The fiftieth anniversary edition of the essay that is now recognized as the first major work of feminist art theory—published together with author Linda Nochlin’s reflections three decades later. Many scholars have called Linda Nochlin’s seminal essay on women artists the first real attempt at a feminist history of art. In her revolutionary essay, Nochlin refused to answer the question of why there had been no “great women artists” on its own corrupted terms, and instead, she dismantled the very concept of greatness, unraveling the basic assumptions that created the male-centric genius in art. With unparalleled insight and wit, Nochlin questioned the acceptance of a white male viewpoint in art history.

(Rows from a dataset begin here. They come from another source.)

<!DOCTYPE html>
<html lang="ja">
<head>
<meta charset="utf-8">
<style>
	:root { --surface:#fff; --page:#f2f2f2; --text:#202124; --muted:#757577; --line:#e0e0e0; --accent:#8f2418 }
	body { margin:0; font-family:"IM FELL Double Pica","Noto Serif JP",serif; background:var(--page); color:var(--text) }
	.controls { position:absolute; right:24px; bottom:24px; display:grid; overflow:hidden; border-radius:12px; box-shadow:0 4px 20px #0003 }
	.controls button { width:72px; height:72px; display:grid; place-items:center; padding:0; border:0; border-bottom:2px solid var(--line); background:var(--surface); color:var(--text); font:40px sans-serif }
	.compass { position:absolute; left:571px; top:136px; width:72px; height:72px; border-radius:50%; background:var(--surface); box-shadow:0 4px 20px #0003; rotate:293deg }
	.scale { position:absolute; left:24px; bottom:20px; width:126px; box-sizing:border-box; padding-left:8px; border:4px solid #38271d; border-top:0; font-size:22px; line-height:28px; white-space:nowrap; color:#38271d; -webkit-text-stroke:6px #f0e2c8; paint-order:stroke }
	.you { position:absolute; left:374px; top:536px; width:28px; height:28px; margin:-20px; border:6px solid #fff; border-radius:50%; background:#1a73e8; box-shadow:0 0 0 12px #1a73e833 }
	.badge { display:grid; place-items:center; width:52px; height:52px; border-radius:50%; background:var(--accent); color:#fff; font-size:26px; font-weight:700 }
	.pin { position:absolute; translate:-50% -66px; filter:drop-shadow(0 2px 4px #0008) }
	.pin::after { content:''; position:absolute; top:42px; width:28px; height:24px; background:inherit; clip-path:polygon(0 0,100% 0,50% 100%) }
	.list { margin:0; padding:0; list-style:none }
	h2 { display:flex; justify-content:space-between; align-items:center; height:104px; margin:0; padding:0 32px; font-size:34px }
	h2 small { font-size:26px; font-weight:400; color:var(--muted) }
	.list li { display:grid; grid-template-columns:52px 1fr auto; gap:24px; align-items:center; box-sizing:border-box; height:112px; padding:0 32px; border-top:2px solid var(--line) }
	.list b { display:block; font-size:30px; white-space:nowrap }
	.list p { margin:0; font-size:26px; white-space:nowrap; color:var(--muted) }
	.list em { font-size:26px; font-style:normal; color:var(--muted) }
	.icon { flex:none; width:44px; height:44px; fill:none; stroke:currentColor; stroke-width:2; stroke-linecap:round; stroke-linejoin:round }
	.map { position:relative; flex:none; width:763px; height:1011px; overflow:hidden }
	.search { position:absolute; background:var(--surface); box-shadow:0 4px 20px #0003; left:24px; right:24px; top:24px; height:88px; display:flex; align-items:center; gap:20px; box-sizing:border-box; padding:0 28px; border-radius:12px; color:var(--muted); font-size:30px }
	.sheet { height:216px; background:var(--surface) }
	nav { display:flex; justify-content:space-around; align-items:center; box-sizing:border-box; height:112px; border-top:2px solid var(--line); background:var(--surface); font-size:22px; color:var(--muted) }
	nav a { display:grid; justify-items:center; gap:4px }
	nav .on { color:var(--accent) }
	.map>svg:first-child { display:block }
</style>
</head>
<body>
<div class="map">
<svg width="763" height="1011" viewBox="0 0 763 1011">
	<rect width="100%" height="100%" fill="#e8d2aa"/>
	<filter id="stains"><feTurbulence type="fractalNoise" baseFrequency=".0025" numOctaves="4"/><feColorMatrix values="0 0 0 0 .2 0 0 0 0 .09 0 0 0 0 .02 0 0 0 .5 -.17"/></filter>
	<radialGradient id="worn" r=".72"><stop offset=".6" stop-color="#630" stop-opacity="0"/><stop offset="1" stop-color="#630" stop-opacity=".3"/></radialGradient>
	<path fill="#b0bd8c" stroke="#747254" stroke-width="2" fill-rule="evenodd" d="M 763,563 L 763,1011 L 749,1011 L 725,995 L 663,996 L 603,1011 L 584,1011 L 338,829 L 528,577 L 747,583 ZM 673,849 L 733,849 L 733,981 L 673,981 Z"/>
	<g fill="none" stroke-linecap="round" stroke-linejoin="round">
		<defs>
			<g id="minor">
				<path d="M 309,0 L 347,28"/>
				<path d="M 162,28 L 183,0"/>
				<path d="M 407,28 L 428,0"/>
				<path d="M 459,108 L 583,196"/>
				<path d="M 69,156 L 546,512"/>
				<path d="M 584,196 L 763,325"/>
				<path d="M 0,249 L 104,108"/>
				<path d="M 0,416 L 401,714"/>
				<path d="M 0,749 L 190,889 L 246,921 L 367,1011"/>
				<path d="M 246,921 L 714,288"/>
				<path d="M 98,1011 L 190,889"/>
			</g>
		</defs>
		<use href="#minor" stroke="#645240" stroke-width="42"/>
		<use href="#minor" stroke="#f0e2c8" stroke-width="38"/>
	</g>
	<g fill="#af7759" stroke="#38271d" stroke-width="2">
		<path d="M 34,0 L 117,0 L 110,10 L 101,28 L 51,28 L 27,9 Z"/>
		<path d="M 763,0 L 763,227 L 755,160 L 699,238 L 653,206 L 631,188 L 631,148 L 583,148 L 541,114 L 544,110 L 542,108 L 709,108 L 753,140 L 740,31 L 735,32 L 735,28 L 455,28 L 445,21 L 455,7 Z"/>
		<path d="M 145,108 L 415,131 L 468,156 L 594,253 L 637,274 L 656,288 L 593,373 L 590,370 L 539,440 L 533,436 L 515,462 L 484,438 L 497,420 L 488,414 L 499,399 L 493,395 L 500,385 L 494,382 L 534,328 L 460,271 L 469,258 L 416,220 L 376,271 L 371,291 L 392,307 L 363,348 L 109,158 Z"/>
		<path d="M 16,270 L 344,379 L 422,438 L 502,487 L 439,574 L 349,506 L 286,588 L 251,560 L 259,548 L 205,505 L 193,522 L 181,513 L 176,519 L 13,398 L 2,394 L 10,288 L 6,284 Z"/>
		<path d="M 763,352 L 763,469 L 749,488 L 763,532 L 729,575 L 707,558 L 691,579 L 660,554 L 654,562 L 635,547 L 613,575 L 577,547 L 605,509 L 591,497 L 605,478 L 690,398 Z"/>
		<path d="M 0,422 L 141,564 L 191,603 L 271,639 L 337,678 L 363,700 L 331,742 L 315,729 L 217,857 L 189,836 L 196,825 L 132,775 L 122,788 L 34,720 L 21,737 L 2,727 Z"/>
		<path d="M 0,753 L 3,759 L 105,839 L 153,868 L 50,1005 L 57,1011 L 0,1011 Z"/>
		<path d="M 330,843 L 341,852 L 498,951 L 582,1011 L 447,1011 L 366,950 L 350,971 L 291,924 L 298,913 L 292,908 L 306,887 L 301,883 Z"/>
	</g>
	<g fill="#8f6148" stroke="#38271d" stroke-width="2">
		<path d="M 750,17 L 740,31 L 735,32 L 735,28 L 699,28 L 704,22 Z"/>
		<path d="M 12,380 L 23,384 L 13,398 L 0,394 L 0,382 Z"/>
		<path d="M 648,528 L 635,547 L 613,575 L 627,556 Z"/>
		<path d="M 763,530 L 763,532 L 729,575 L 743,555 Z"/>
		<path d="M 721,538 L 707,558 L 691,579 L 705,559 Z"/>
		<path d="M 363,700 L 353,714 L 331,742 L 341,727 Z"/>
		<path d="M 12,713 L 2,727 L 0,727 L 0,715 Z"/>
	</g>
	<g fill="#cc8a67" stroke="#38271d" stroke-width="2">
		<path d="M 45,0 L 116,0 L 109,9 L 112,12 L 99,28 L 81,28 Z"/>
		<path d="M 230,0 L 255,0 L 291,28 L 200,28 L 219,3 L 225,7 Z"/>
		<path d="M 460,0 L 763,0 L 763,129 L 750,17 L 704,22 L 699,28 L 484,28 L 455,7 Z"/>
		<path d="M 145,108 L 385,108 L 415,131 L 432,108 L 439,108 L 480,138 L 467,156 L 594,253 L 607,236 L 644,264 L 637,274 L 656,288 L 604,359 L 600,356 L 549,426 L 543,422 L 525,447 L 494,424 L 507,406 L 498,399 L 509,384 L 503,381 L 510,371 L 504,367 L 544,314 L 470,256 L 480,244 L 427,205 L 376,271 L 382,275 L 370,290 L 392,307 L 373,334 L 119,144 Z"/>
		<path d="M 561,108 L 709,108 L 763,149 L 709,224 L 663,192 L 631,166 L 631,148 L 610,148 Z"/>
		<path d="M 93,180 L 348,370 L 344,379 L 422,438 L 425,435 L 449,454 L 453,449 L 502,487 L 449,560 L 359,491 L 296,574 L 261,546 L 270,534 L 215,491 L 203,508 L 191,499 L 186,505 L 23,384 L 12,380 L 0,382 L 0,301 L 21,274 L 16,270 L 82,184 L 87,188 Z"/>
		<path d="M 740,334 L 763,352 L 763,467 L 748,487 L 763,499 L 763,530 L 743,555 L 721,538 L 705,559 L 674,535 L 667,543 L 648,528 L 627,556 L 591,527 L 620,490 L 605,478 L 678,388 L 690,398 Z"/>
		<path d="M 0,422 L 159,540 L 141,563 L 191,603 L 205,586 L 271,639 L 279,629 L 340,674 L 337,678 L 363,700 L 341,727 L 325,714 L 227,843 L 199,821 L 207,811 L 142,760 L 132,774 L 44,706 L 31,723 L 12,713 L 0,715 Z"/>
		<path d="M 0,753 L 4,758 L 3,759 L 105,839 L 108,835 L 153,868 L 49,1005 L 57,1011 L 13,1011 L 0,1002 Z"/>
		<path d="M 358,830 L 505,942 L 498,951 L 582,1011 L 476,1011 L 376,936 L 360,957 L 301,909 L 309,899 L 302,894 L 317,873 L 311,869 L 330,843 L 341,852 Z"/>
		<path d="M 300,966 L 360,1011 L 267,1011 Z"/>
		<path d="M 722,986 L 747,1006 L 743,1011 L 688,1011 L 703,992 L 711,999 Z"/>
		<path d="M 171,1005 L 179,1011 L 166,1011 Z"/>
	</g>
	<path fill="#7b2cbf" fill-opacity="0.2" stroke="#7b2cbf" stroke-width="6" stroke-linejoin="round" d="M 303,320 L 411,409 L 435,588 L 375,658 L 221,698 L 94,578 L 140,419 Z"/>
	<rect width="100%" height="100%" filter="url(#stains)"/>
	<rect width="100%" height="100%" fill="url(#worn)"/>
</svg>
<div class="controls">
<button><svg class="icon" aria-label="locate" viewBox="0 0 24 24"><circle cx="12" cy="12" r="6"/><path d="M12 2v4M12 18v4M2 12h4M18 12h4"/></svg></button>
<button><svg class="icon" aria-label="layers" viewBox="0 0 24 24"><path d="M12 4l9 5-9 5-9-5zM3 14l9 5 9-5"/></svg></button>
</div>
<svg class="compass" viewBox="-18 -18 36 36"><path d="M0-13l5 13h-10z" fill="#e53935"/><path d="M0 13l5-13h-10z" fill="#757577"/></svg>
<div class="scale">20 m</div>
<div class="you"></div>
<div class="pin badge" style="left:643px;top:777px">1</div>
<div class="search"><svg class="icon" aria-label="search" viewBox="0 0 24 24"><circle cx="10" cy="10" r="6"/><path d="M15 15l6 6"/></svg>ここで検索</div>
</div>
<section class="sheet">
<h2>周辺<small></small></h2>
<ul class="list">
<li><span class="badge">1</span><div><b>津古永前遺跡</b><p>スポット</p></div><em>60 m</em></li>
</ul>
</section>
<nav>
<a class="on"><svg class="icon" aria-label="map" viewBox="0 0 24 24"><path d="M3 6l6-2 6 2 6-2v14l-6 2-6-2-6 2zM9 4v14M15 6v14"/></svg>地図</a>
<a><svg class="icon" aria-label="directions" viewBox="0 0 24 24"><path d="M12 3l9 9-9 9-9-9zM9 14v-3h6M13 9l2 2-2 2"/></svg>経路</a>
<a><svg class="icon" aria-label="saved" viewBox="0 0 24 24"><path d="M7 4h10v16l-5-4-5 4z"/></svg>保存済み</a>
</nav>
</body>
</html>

And future freedom, as she saw it, requires women to leap into the unknown and risk demolishing the art world’s institutions in order to rebuild them anew. In this stand-alone anniversary edition, Nochlin’s essay is published alongside its reappraisal, “Thirty Years After.” Written in an era of thriving feminist theory, as well as queer theory, race, and postcolonial studies, “Thirty Years After” is a striking reflection on the emergence of a whole new canon. With reference to Joan Mitchell, Louise Bourgeois, Cindy Sherman, and many more, Nochlin diagnoses the state of women and art with unmatched precision and verve. “Why Have There Been No Great Women Artists?” has become a slogan and rallying cry that resonates across culture and society. In the 2020s, Nochlin’s message could not be more urgent: as she put it in 2015, “There is still a long way to go.”